The Left Hand of Darkness

Everything About Fiction You Never Wanted to Know.

Light is the left hand of darkness
and darkness is the right hand of light.
Two are one, life and death, lying
together like lovers in kemmer,
like hands joined together,
like the end and the way."

A 1969 Science fiction novel from Ursula K. Le Guin telling the story of Genly Ai of Earth, the Envoy of the Ekumen, to the planet Gethen. Gethen is far away from the rest of the planets humans were settled on by the ancient Hain. Gethen, which has been nicknamed by Terrans Winter, is a cold, glacial planet, but its real peculiarity is in the people: Gethenians are Gender Benders, and it has a profound effect on their society.

Genly Ai's task is to persuade Gethenians to join the Ekumen, but they're unreceptive, while tensions between the nations of Orgoreyn and Karhide grow and the first war ever on Gethen is looming on the horizon...

Tropes used in The Left Hand of Darkness include:
  • Alternative Calendar: Karhide uses a calendar in which the current year is always "Year One", with only years before and after being numerated. It is a bit problematic, thus they refer to well-known events (like kings' ascension to throne) to record history. The followers of Yomeshta religion, however, have a calendar of the usual type.
  • Asexuality: Gethenians when not in kemmer are not only sex/gender-neutral, but also effectively asexual - and only about 1/4 of (adult) life is spent in kemmer. Kemmer, on the other hand, is a rather more desperate state than humans normally experience, to the point where it automatically gets you off work.
  • Deliberate Values Dissonance: Gethenians see no problem with sibling-sibling incest - while in "kemmer" a Gethenian is in an almost-Mate or Die situation, so they're forgiving when you're a horny teenager and the only also-in-kemmer person around is your sibling (though monogamous incest is seen just as we see it, and the lovers are expected to part ways when the first kid appears). On the other hand, theft is a horrible crime, since on an Ice World you may just be sentencing someone to death by starvation, and a suicide is seen with distaste as a kind of cowardice, an act of refusal to face reality.
    • On a personal level, Genly considering some things feminine in a rather derogatory way (see Multitasked Conversation below). Le Guin is a well-known feminist, and the main character remains sympathetic rather than being a Straw Misogynist.
  • Does This Remind You of Anything?: Tibe's heavily broadcast rants against foreigners etc., and his sneaky ascent against Estraven.
  • Evil Chancellor: Zigzagged.
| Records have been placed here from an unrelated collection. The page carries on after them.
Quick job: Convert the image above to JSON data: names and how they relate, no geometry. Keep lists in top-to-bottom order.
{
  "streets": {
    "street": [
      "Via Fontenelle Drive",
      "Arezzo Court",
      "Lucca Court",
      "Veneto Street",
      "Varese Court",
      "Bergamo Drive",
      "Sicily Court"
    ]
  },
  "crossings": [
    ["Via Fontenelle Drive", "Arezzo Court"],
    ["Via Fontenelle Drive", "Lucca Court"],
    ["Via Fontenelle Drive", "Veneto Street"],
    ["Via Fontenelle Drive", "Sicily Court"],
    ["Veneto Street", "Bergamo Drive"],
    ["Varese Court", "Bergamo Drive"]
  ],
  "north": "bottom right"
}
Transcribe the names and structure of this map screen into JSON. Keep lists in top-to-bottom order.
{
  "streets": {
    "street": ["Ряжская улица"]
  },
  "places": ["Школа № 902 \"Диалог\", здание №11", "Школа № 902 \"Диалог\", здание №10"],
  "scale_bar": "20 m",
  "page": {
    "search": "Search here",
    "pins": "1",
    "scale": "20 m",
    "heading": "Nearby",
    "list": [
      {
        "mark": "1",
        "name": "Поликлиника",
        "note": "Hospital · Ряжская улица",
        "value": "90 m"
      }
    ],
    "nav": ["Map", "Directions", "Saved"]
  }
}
At first, the Chancellor is a decent guy person serving the insane King, but is soon replaced by a properly evil one. Of course, both the insane king and Genly initially think Estraven is evil.
  • Enigmatic Minion: Genly's view of Estraven is pretty close to this for most of the book
  • Exposition: done through fictional documents on Gethenian society or transcripts of local legends, and Inner Monologue of Genly.
  • Fantastic Sexism: The Gethenians' reaction to Genly's permanent maleness, and, conversely, his reaction to their gender bending. Some Gethenians are permanently male or female, but this is regarded much as intersex conditions typically are in our society - worse, in fact, since generally more obvious.
    • Such "perverts" do however play an essential role in the Handdara religion due to their role in foretelling, as do the mentally ill: a Handdaran foretelling is made by a group of nine which includes "perverts", celibates, "zanies", at least one person in kemmer, and the "weaver", who joins their psychic energy together.
  • Ice Trek Forged Friends: Genly and Estraven.
  • First Contact: Genly is not the first alien on Gethen (the Ekumen always sends explorers first, where possible), but he is the first official one, and the first envoy, complete with, yes, I Come in Peace and Take Me to Your Leader, both of which get rather... complicated by the local reception.
  • Gender Bender: Gethenians have a 26-day long cycle of going into heat ("kemmer") and spending the rest as asexuals. Which sex they assume is beyond their control, though the use of artificial chemical means is implied to be on the rise.
  • Gender Neutral Writing: Much pain to anyone not a Gethenian. Sooner or later they all decide to use "he" or "she" for convenience, though it leads to traps - Genly's feminine "landlady", whom he couldn't resist to think of as a woman, was a father several times and a mother not once.
    • On the other hand, Gethenians have no proper word for man/woman, so outsiders use the words they refer to the male and female forms of kemmer (the only alternative being words for male and female animals). In other words, they can only make the sex/gender distinctions humans routinely use by thinking of them as animals in permanent heat. This creates a few difficulties for Genly.
  • God Save Us From the Queen: with a few twists, quite apart from the obvious one; Argaven is also, for the most part, sufficiently bonkers to qualify as a version of The Caligula.
  • The Great Escape
  • The Gulag: Orgoreyn runs them. Gulag - "send them to Siberia!" - the planet Winter - get it? Wink, wink?
  • His/Her Heart Will Go On: It's complicated.
  • Heroic Sacrifice
  • Humans Are Psychic in the Future
  • Ice World: Gethen is currently in its Ice Age.
  • IKEA Erotica: Most of the discussion of Gethenian sexuality; justified in that these are generally anthropological in intent. Also Genly's speculation about the possibility of intercourse with a Gethenian.
  • Incest Is Relative: Estraven and Arek.
  • Info Dump: the expository chapters may feel like one.
  • The Kingdom: Karhide.
  • Language of Truth: Mindspeak.
  • Love Martyr: Estraven's poor ex.
  • Mathematician's Answer / Either/Or Prophecy: Some of the drawbacks of Handarran foretelling. Apparently, this is the point.
  • Medieval Stasis: Gethenians have known radio and electric automobiles for two thousand years, and they still use them. It's discussed in-universe whether it's the need to survive in harsh environment that uses up all the innovativeness.
  • Multitasked Conversation: The Karhideans do this a lot, largely due to their complicated shifgrethor status system, much to Genly's frustration, since he finds the Double-Speak involved troublingly feminine and shifty. The Orgota for their part tend towards this because they live in a police state.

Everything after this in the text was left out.